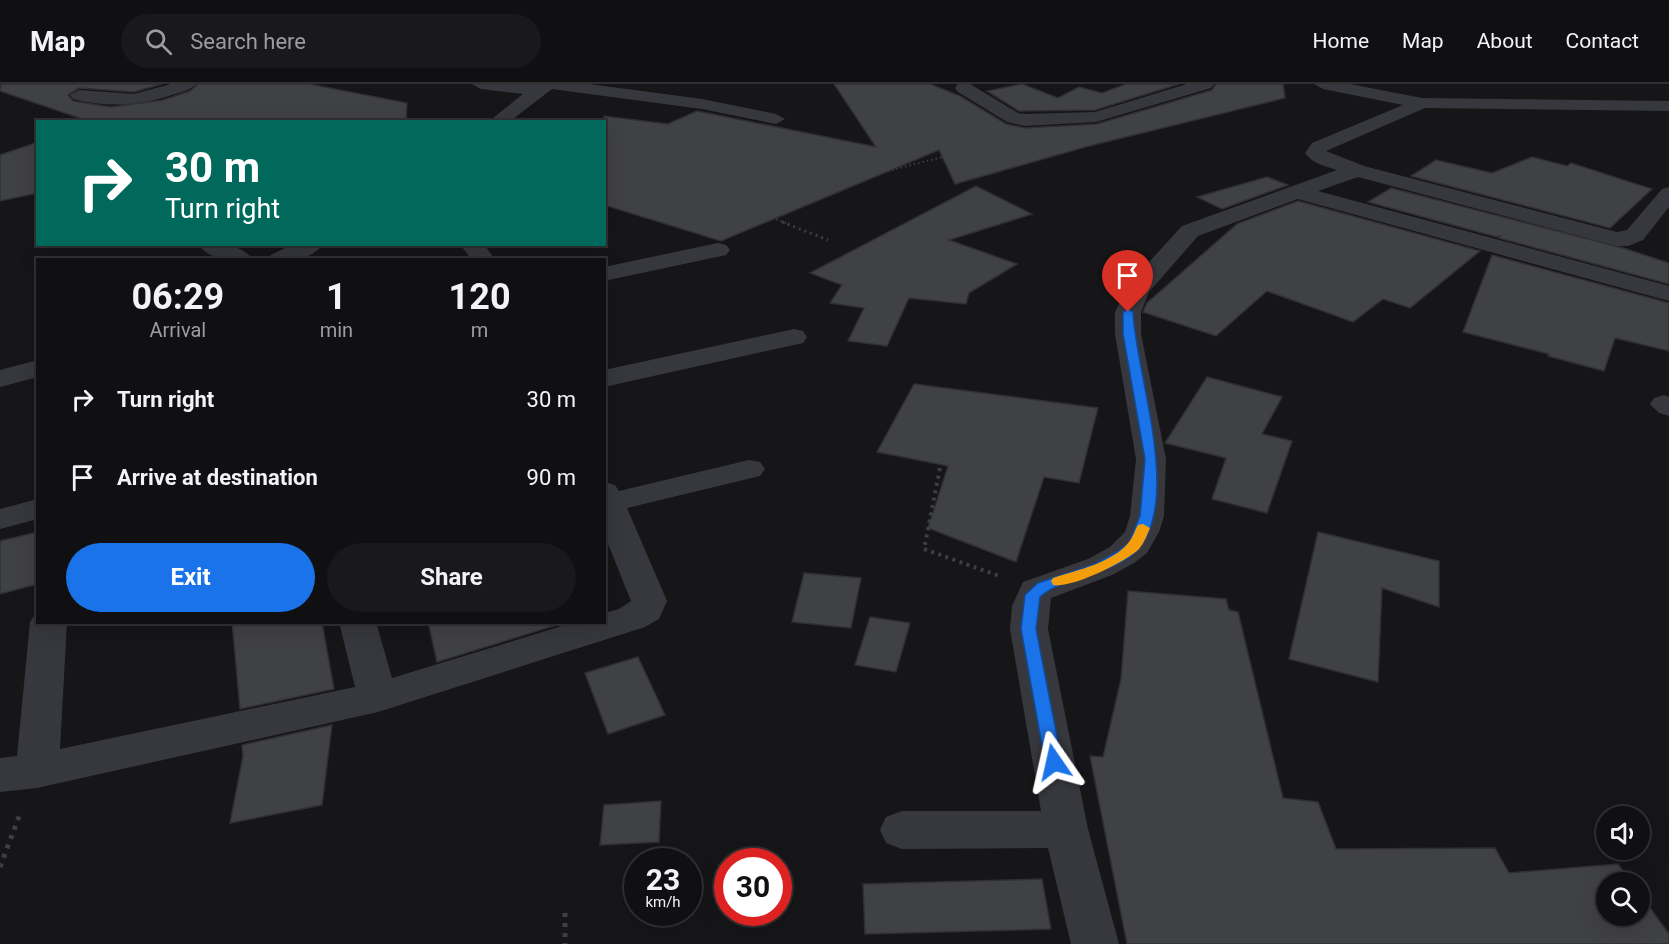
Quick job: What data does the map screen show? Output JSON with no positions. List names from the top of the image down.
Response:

--

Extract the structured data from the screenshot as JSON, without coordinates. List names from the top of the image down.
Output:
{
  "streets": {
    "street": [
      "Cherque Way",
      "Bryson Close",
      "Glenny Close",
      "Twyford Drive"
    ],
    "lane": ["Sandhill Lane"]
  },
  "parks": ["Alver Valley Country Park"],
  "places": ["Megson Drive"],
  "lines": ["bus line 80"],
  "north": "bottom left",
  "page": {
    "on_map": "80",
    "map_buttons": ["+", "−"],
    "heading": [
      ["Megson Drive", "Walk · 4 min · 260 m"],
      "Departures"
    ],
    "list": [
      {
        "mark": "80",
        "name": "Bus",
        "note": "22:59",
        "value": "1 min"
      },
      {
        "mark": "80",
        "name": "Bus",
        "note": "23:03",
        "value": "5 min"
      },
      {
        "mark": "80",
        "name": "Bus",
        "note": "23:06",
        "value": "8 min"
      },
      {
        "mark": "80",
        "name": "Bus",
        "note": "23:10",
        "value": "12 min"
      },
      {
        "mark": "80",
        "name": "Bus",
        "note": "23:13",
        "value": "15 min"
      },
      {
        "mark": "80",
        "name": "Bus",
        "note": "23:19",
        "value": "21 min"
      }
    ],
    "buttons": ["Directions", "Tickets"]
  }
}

=== ASSIGNED TASK ===
Set aside each line above that includes the string "data" and report it.

=== ANSWER FOR THIS EXERCISE ===
Quick job: What data does the map screen show? Output JSON with no positions. List names from the top of the image down.
Extract the structured data from the screenshot as JSON, without coordinates. List names from the top of the image down.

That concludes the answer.